Israel’s God is a powerful redeemer. In our text for this evening Isaiah paints a picture of a the true and living God, and the powerlessness of idols. It is a lesson the Church needs to be taught from time-to-time. he prophet introduces this theme (44:6-8) by exalting Jehovah as king and redeemer of Israel, and the one eternal living God, who founded Israel and revealed himself to him as his impregnable Rock.
“This is what the LORD says— Israel’s King and Redeemer, the LORD Almighty: I am the first and I am the last; apart from me there is no God. Who then is like me? Let him proclaim it. Let him declare and lay out before me what has happened since I established my ancient people, and what is yet to come— yes, let him foretell what will come. Do not tremble, do not be afraid. Did I not proclaim this and foretell it long ago? You are my witnesses. Is there any God besides me? No, there is no other Rock; I know not one.” (Isaiah 44:6–8, NIV84)
After proclaiming the glory, and majesty and power of the Lord Almighty, the prophet turns his attention toward the idols that Israel is so prone to worship. He reminds them of the shame of idol worship.

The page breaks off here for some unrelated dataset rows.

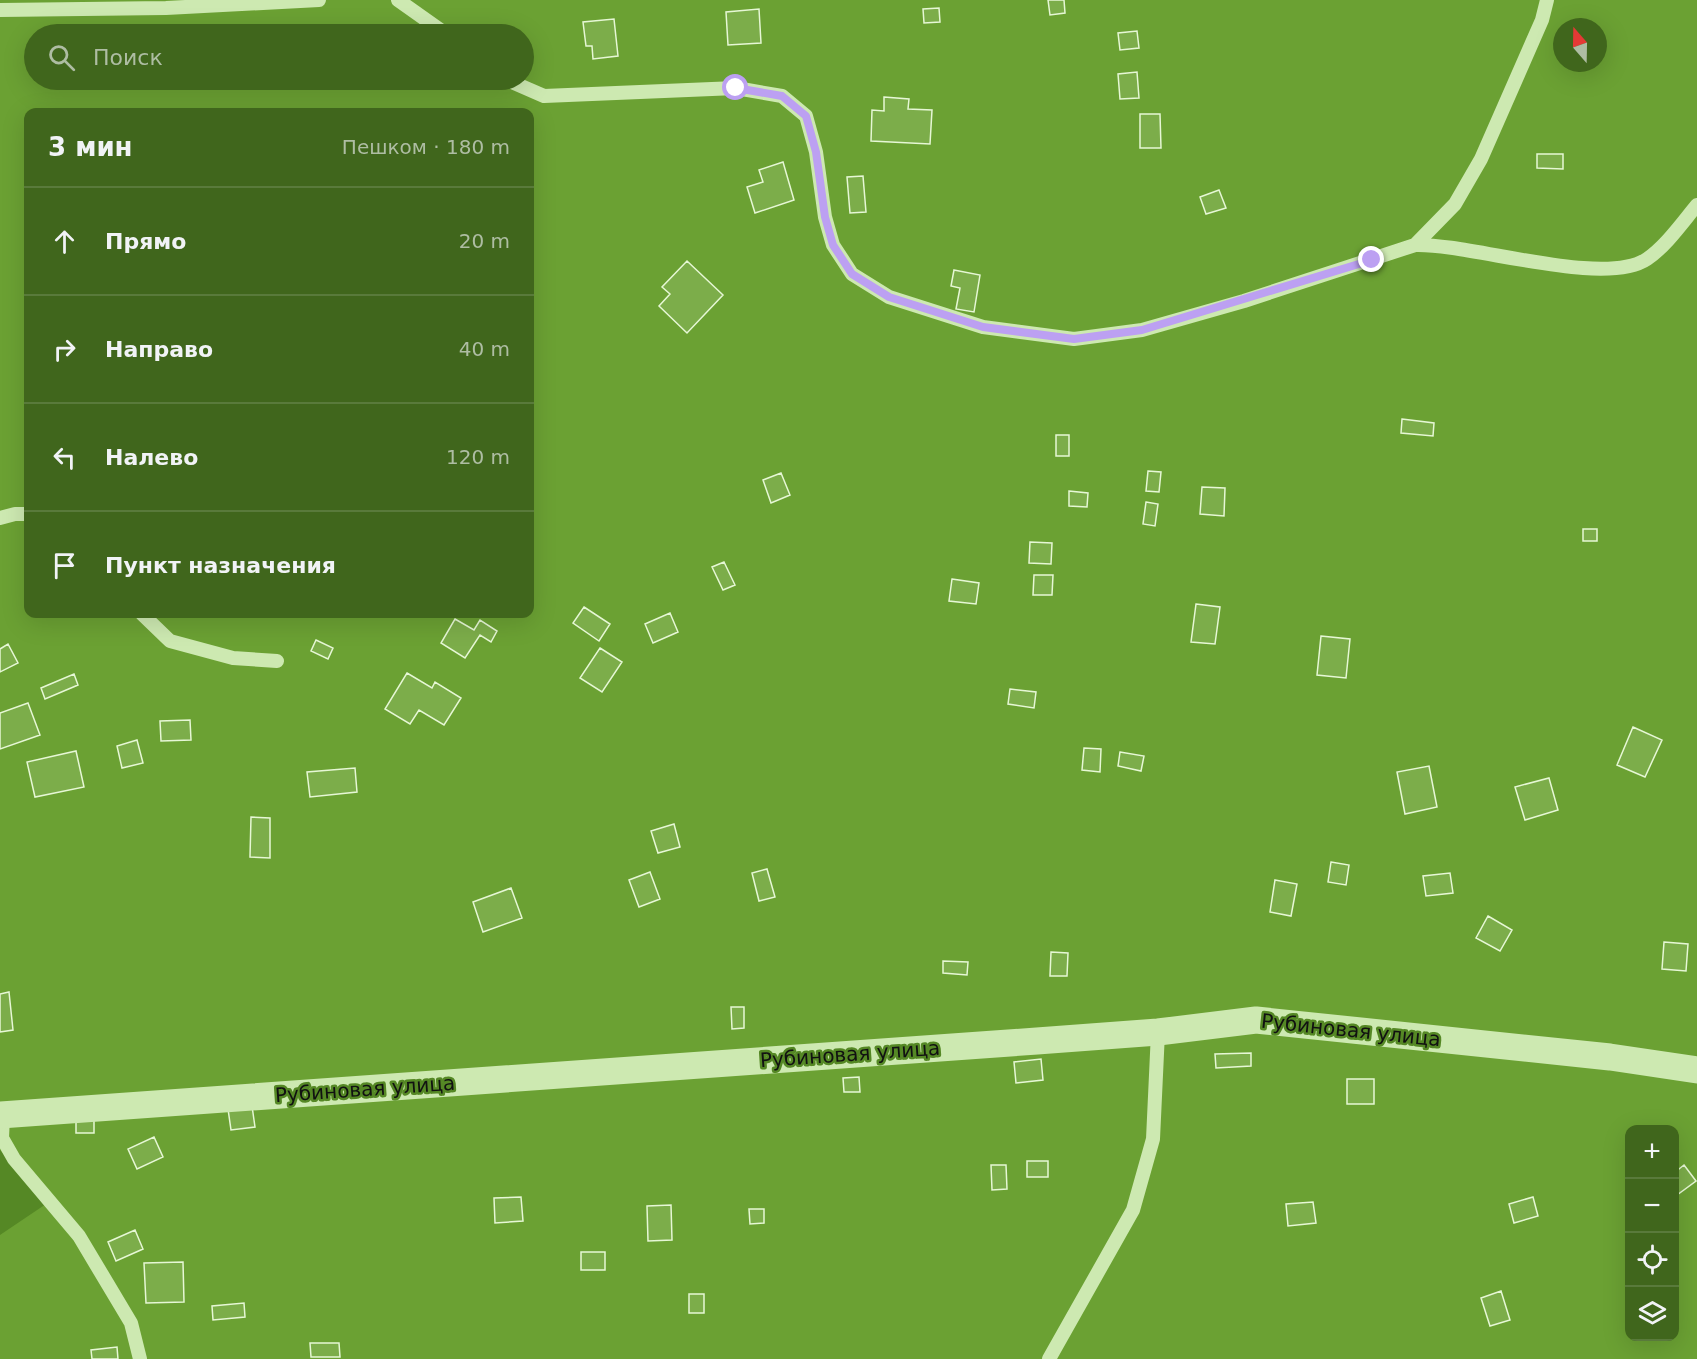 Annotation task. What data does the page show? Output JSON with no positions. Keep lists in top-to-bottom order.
{
  "streets": {
    "street": ["Рубиновая улица"]
  },
  "north": "top",
  "page": {
    "search": "Поиск",
    "heading": ["3 мин", "Пешком · 180 m"],
    "list": [
      ["Прямо", "20 m"],
      ["Направо", "40 m"],
      ["Налево", "120 m"],
      "Пункт назначения"
    ],
    "map_buttons": ["+", "−"]
  }
}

He reminds them of the folly of idol worship. Why would the people of God turn their backs on the Lord Almighty to worship such insignificant imposters? He gets the heart of the issue in verse 20: “ ... a deluded heart misleads him; he cannot save himself, or say, “Is not this thing in my right hand a lie?” (Isaiah 44:20, NIV84)

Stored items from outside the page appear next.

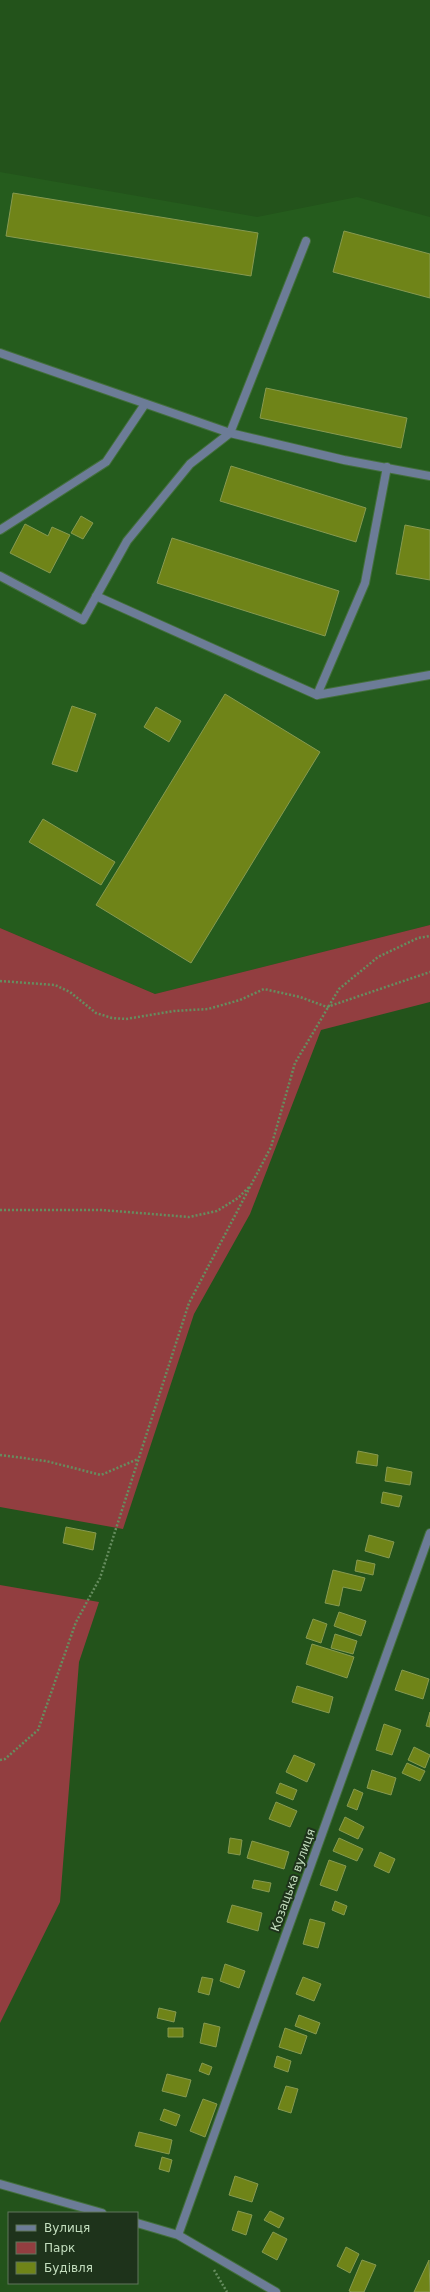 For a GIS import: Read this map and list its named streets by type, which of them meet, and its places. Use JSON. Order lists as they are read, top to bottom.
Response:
{
  "streets": {
    "street": ["Козацька вулиця"]
  },
  "legend": ["Вулиця", "Парк", "Будівля"]
}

As we shall see, Isaiah’s attack against idolatry is a satirical description of the manufacture of idols. Idols were constructed by clumsy tools and weak workmen. The same wood used to make an idol is used to make fires for cooking. Those who worshiped idols practiced grand self-deception.
Isaiah tells Israel that while the heathen fashioned their gods, Yahweh fashioned his people. They must ever remember their calling as God’s servant. God had not forgotten his people. In his grace he would blot out their sins. God therefore invites his people to respond to that grace by returning to him with all their heart. The undeserved redemption of Israel called forth universal praise to the Lord (44:21–23).
What must you do if you’ve set up idols in your heart? The answer comes from an OT passage. Israel had set up idols throughout the land. It was a low-point in the life of the nation. Manasseh, the king, experienced a spiritual awakening and his eyes were opened to the ungodly corruption and moral depravity which had consumed the nation because of idolatry. His response was to take the idols that had been set up in the Temple of God and cast the out of the city. He then repaired the altar of God and offered sacrifice.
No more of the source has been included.